Data section —
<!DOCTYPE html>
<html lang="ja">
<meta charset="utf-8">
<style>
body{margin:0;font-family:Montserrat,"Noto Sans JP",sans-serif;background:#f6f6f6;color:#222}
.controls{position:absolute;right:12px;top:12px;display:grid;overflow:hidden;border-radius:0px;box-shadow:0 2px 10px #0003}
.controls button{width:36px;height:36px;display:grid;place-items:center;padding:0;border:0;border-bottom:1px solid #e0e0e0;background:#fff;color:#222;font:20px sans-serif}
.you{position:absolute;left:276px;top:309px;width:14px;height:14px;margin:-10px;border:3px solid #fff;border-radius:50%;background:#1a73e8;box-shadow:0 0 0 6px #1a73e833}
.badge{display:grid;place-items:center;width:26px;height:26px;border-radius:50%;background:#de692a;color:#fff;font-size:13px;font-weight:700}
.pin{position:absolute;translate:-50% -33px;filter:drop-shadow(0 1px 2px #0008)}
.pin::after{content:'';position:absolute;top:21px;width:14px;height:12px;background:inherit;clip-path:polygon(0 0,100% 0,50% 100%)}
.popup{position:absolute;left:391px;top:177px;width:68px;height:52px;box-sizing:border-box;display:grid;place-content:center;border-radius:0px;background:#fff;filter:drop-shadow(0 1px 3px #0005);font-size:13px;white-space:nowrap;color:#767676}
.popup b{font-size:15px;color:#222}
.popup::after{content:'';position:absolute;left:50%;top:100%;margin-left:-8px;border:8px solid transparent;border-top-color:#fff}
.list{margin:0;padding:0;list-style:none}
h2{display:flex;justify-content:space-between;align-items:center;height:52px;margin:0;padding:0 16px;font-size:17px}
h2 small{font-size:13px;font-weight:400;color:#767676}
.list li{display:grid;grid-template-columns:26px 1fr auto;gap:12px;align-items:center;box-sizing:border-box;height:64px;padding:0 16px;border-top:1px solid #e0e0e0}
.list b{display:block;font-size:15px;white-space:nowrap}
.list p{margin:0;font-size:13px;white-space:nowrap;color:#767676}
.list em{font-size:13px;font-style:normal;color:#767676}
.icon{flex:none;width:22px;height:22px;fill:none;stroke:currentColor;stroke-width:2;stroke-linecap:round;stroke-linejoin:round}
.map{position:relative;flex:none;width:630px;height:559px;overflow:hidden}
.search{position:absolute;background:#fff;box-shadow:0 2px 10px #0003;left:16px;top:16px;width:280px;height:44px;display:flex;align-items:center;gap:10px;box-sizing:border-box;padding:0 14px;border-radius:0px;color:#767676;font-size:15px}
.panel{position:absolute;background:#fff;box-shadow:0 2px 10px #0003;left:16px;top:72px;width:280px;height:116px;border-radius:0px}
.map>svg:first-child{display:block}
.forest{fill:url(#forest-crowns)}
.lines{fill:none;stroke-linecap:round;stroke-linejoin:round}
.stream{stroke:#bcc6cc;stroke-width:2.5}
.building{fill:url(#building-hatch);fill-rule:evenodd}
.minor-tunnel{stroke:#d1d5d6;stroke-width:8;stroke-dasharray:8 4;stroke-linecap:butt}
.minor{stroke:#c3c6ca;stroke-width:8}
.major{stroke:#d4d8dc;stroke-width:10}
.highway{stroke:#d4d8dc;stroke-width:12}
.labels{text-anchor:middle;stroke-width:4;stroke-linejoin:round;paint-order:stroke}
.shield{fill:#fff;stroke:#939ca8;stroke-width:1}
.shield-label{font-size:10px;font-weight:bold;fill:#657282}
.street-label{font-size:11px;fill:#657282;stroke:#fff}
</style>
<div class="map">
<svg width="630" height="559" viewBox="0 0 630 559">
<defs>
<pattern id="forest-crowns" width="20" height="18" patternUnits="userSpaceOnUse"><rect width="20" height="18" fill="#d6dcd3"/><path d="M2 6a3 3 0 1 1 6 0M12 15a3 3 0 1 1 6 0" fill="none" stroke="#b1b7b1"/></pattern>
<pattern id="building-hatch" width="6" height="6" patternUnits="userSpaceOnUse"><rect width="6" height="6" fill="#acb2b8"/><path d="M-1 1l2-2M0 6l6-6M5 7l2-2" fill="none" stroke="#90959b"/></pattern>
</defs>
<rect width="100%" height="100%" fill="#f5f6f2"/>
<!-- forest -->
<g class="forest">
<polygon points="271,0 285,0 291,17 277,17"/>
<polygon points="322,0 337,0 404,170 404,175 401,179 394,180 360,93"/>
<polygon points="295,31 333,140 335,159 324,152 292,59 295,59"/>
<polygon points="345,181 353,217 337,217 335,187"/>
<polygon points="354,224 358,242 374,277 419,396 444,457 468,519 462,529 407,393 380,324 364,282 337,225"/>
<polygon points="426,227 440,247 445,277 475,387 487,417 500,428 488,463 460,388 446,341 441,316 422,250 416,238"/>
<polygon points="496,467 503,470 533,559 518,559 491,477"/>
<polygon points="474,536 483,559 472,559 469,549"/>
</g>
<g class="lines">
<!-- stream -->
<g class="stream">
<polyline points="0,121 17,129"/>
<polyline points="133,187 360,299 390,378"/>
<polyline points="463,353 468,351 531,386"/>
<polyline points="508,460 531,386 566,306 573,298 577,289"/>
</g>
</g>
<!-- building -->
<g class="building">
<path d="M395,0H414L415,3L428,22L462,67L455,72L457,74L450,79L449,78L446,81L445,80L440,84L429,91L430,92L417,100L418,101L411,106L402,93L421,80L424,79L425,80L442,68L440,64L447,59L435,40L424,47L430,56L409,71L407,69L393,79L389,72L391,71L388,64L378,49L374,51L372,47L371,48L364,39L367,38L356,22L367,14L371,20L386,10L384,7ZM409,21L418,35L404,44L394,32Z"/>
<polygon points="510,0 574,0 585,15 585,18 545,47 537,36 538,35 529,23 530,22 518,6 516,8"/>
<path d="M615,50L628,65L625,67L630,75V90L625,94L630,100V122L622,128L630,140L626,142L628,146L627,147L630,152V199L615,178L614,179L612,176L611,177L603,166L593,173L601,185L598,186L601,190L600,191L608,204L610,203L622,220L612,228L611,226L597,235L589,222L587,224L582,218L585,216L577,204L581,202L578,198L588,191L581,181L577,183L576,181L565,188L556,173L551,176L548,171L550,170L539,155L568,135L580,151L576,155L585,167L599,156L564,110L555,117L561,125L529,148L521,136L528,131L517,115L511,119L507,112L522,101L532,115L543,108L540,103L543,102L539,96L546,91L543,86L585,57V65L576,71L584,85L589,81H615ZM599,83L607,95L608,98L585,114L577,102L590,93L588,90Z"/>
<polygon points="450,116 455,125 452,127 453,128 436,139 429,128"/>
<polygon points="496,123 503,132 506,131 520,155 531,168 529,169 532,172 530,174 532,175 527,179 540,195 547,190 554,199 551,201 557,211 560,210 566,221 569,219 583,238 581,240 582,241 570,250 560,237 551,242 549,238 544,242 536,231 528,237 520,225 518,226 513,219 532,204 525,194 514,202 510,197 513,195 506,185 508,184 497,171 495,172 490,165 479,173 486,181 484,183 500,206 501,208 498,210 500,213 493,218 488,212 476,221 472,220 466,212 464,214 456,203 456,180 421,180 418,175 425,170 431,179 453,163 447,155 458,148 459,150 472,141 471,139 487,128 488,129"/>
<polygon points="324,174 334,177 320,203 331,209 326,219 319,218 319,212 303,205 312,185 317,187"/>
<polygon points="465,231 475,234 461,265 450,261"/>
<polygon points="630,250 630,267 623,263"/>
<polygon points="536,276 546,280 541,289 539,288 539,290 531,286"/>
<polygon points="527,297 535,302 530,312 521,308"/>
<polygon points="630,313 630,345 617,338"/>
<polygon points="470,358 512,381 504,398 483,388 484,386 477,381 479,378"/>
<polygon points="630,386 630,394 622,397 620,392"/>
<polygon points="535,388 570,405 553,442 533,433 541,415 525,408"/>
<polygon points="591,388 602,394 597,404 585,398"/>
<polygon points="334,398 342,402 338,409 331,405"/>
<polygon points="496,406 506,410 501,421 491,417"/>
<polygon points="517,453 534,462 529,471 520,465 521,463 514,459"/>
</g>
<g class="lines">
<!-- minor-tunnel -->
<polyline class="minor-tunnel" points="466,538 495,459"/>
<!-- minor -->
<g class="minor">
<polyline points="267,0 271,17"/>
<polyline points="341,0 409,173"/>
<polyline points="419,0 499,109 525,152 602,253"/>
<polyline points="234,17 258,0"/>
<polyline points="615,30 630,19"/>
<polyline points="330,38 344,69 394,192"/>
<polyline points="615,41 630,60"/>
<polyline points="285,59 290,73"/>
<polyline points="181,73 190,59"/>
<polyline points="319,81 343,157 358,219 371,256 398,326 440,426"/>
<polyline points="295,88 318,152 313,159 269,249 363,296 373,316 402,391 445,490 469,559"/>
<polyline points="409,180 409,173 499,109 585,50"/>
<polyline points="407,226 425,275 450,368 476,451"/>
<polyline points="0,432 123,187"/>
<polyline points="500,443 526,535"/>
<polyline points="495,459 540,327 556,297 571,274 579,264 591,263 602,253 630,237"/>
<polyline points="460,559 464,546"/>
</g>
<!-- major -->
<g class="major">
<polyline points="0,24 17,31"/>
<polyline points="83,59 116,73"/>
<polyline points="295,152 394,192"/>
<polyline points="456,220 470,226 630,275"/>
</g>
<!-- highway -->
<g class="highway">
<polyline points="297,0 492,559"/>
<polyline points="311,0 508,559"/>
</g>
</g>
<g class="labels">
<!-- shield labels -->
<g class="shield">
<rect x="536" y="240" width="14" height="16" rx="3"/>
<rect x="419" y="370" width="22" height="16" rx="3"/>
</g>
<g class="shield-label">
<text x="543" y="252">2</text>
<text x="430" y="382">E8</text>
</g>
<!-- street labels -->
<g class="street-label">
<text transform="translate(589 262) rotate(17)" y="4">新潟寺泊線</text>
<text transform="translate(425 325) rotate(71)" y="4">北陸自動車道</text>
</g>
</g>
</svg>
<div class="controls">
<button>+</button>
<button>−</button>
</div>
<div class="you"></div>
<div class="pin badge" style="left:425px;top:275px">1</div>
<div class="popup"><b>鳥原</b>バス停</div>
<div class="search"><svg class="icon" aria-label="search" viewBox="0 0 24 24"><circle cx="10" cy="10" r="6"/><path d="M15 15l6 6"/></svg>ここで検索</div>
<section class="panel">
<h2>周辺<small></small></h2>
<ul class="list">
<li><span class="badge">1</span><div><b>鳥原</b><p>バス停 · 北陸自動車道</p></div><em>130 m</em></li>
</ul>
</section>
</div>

...

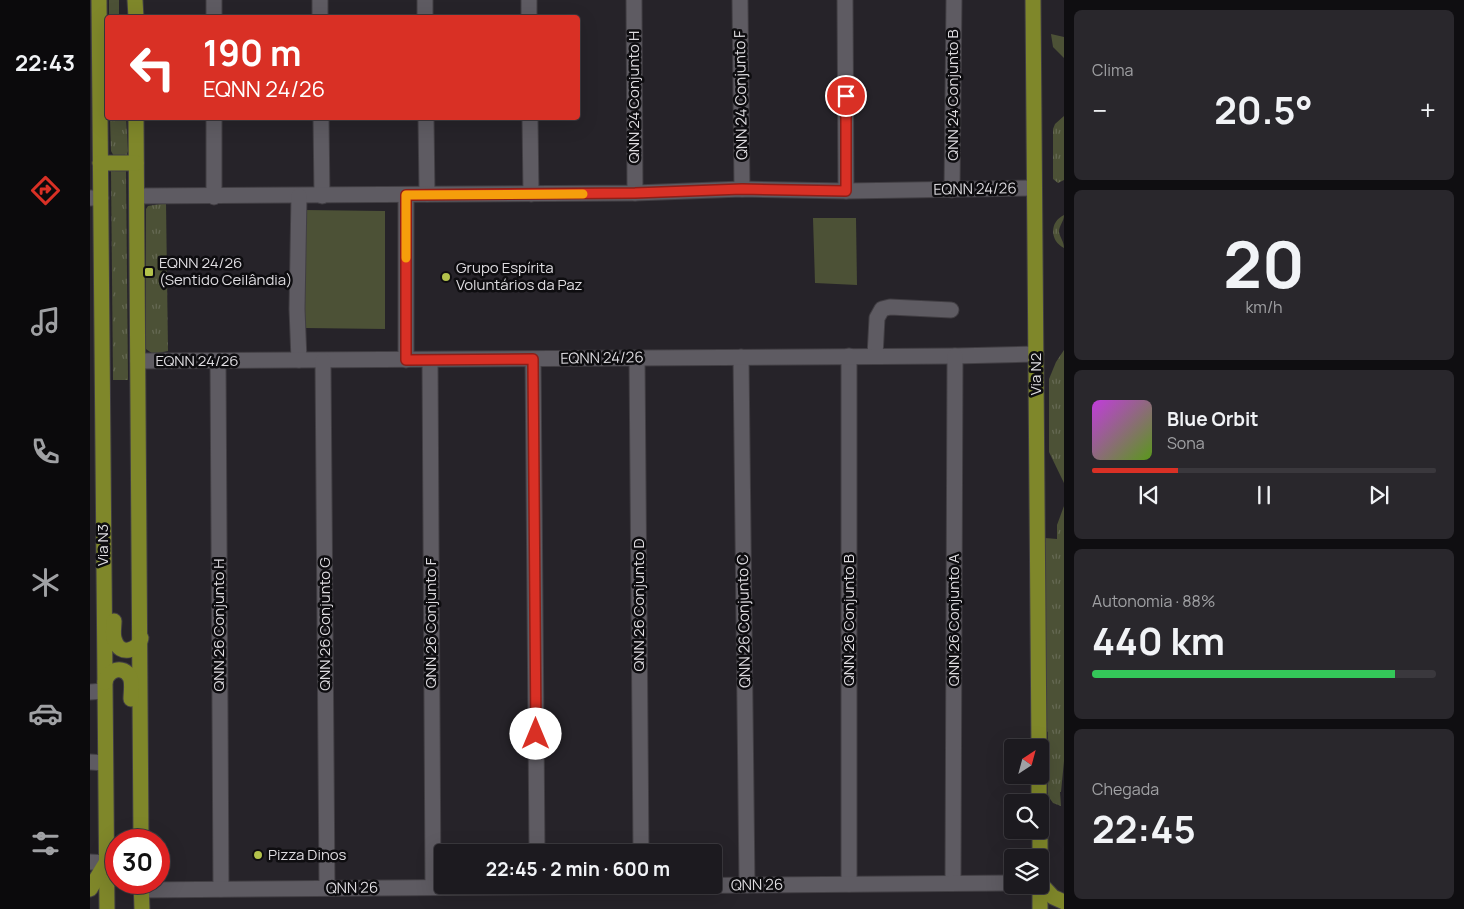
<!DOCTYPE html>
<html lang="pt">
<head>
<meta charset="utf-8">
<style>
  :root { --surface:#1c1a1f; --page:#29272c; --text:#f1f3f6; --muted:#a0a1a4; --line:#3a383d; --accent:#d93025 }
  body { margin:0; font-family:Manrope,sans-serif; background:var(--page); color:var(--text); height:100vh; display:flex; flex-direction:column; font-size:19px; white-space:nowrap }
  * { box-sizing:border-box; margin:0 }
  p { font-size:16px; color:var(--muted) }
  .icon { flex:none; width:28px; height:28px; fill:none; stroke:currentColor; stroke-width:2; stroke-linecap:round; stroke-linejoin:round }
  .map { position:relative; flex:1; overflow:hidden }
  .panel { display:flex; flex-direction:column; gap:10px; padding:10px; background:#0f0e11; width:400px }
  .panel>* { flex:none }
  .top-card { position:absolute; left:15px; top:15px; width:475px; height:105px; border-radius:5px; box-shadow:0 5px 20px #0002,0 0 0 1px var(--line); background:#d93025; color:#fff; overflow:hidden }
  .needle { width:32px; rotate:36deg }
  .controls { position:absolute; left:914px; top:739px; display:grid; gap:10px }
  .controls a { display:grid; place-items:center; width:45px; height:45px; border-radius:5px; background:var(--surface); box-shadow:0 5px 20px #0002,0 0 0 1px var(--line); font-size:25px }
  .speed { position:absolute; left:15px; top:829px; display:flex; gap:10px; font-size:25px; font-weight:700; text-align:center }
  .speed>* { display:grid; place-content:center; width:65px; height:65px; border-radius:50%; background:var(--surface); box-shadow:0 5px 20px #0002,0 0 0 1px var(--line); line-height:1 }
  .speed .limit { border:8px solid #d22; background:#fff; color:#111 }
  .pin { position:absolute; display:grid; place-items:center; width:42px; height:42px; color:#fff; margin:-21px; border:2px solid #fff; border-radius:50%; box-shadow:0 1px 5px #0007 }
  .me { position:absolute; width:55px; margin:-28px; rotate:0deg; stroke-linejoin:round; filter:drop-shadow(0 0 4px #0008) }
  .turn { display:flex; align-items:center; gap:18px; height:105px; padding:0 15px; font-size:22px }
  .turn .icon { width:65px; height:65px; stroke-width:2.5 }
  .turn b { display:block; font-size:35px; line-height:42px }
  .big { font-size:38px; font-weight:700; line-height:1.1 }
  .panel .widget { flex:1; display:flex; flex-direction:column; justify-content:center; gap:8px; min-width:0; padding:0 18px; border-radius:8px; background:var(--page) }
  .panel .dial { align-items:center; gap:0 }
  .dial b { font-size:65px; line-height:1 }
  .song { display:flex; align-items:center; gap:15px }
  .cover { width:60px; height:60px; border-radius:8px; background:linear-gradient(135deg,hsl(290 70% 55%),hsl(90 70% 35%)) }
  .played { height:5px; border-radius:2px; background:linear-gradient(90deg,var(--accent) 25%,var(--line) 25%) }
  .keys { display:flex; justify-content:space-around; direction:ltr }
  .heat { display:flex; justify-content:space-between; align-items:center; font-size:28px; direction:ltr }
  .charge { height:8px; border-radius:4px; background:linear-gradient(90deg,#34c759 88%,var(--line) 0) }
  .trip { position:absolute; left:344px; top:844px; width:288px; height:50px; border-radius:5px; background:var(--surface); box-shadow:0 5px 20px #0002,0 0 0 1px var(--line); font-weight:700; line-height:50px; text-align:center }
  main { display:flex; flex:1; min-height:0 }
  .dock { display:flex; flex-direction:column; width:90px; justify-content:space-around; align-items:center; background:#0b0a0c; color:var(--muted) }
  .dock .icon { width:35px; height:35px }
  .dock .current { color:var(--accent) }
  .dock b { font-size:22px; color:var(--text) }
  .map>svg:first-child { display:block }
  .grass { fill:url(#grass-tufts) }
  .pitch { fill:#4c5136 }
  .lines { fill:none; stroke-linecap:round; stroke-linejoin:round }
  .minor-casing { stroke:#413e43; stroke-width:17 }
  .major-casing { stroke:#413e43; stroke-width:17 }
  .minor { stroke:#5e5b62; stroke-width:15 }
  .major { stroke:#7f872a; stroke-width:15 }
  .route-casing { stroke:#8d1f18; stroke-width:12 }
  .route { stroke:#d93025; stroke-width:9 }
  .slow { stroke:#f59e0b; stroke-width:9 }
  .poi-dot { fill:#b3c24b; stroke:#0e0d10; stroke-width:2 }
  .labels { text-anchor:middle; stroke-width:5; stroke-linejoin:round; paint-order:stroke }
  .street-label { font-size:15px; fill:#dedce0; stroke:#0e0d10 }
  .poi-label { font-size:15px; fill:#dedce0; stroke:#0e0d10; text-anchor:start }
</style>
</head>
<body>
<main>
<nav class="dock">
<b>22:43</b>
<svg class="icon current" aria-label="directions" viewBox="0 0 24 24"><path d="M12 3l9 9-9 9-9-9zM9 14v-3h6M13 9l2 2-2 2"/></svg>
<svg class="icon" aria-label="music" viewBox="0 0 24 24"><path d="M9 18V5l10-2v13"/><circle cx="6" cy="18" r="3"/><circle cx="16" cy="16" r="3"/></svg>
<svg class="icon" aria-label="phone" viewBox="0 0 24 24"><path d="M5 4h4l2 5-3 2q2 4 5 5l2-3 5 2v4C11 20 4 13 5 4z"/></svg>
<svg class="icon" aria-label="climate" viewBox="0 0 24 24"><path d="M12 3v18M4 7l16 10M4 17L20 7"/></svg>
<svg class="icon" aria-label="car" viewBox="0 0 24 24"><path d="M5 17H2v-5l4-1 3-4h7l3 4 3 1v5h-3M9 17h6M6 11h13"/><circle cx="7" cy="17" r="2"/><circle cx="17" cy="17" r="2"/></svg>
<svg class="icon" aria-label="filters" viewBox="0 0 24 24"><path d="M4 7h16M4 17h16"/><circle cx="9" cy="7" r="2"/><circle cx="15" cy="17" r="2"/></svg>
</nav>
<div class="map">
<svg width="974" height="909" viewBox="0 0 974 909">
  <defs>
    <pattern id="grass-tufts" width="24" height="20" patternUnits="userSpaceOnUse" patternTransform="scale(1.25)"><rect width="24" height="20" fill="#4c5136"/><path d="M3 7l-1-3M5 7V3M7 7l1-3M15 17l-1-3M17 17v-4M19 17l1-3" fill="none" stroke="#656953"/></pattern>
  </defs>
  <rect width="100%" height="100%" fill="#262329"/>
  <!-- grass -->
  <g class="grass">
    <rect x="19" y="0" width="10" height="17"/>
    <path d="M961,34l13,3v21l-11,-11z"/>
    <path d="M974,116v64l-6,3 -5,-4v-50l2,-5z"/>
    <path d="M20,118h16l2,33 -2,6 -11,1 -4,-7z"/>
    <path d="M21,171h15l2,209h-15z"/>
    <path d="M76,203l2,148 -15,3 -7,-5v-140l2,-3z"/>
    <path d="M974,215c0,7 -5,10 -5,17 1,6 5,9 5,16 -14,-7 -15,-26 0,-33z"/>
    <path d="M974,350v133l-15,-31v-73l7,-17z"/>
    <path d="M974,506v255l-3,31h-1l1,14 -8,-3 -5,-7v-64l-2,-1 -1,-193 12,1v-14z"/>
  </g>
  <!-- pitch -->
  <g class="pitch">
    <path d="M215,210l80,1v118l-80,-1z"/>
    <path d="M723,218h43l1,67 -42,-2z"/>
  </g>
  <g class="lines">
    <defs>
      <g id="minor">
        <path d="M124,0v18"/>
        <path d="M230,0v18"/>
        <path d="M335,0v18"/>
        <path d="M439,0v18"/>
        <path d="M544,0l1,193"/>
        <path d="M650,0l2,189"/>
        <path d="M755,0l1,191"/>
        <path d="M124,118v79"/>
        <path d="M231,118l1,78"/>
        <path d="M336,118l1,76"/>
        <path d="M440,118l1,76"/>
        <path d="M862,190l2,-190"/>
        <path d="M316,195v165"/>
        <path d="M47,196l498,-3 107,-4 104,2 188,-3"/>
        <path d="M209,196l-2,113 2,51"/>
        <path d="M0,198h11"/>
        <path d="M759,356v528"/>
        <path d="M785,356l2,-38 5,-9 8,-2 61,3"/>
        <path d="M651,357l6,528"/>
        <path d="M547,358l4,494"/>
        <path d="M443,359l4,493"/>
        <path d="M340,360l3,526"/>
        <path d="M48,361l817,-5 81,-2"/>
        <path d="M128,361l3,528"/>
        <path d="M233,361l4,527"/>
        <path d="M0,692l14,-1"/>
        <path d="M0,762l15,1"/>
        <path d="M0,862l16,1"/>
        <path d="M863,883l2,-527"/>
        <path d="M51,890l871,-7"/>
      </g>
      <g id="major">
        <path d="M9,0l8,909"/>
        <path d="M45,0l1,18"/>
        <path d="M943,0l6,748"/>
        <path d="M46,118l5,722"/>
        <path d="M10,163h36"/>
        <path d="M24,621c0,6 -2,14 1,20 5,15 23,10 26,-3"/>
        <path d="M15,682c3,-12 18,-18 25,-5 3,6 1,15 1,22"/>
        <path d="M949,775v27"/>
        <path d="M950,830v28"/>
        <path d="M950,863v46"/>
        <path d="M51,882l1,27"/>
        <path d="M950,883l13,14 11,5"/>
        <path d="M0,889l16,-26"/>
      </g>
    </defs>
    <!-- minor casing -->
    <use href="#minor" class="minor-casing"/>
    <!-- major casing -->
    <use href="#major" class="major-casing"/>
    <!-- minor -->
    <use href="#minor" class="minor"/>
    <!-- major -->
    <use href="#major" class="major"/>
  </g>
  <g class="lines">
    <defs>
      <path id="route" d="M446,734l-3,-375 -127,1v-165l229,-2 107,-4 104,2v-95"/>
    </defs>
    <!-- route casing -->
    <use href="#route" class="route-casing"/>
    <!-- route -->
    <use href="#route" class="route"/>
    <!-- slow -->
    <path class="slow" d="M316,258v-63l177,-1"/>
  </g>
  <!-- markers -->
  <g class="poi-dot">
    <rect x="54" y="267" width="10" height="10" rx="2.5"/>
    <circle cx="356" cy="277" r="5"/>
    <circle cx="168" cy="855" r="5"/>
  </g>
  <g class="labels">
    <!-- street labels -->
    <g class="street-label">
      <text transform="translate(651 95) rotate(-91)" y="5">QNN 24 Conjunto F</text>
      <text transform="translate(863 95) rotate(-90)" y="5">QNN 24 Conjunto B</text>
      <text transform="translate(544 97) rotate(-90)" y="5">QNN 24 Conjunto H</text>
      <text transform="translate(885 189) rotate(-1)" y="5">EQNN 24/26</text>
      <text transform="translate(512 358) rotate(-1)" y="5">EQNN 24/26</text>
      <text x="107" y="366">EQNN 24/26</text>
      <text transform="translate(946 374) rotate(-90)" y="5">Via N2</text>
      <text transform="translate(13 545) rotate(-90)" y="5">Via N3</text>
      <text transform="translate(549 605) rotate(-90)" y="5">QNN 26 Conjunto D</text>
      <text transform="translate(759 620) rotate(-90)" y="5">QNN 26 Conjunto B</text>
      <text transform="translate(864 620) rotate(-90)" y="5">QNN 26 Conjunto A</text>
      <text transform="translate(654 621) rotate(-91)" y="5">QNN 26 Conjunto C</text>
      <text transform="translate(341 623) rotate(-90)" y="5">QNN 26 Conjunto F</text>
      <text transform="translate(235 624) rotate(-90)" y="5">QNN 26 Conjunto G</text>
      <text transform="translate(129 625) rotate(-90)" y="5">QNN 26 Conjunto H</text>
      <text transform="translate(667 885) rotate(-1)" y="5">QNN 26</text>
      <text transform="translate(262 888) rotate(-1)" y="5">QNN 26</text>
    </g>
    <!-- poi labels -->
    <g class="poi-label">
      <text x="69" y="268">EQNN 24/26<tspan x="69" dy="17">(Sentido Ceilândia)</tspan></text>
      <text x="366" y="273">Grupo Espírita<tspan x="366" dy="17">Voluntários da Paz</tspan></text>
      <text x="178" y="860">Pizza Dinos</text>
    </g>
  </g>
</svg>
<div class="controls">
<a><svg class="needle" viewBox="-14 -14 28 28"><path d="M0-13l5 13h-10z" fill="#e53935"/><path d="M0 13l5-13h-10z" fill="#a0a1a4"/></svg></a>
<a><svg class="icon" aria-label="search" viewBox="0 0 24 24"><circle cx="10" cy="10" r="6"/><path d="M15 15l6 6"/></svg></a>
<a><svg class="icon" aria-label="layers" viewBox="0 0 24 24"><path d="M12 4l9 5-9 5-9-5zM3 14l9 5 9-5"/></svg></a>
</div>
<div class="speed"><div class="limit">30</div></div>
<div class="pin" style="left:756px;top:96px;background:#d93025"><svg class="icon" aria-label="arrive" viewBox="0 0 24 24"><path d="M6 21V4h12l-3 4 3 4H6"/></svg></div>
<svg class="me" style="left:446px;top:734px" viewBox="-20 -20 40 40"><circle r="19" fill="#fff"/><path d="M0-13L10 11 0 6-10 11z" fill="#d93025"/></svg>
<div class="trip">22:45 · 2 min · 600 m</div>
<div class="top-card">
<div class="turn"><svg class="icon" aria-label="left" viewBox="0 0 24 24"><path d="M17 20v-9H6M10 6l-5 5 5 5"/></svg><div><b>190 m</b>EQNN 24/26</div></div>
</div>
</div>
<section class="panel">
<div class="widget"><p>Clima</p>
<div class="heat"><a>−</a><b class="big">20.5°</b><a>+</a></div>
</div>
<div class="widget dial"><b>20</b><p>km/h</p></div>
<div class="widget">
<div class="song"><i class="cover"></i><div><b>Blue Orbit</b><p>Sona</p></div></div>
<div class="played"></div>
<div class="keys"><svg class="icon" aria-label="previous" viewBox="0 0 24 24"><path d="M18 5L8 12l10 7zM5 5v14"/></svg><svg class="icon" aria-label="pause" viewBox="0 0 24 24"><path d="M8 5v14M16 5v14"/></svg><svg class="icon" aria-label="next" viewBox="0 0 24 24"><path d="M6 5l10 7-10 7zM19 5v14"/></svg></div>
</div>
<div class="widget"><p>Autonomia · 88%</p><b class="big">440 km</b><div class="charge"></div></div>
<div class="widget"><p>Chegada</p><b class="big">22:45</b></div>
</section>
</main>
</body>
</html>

About this task — Provide only the number of lines in the material above that contain the word "played".

Reply to the exercise — 2